TASK INPUTS below:
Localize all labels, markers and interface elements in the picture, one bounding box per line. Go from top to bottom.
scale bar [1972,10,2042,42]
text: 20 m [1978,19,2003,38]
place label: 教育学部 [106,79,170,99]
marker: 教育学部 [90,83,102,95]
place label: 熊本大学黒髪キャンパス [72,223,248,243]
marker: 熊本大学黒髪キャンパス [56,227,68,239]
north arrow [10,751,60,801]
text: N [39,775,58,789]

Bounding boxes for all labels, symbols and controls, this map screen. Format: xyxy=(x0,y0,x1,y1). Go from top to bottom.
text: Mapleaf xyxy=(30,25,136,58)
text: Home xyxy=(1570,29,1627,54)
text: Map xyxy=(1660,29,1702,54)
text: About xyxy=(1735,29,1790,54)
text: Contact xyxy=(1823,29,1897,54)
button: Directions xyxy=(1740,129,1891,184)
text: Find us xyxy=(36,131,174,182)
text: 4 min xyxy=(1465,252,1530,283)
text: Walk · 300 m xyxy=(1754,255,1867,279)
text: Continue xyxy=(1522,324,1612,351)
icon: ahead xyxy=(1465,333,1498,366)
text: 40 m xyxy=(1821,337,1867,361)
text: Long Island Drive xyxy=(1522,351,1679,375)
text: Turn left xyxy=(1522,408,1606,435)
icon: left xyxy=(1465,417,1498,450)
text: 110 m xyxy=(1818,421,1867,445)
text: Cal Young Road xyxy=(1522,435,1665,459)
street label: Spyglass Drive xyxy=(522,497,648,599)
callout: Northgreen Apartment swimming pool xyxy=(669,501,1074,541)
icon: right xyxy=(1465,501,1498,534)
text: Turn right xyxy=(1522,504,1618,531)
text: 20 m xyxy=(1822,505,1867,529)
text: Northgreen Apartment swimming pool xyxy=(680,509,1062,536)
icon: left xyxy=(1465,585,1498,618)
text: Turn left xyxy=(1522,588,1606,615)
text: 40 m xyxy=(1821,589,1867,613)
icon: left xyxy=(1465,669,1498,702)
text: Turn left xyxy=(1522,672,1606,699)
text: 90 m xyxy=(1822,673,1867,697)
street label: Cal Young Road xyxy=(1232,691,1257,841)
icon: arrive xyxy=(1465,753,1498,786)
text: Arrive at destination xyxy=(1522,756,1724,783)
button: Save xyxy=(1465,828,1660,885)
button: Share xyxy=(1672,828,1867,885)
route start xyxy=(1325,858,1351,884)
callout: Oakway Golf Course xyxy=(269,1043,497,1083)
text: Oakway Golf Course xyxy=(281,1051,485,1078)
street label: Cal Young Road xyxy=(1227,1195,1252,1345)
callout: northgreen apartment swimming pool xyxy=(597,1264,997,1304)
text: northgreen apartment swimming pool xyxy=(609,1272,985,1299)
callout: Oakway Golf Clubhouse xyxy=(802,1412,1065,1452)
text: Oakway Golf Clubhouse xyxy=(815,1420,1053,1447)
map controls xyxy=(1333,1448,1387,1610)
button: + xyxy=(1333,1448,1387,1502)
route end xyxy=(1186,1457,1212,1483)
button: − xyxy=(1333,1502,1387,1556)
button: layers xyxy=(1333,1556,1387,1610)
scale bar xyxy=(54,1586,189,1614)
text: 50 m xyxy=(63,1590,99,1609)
End of TASK INPUTS.
:: REQUIRED ACTION ::
Provide the number of lines above in which the word "Oakway" appears, with no further words.

:: COMPLETED EXERCISE ::
4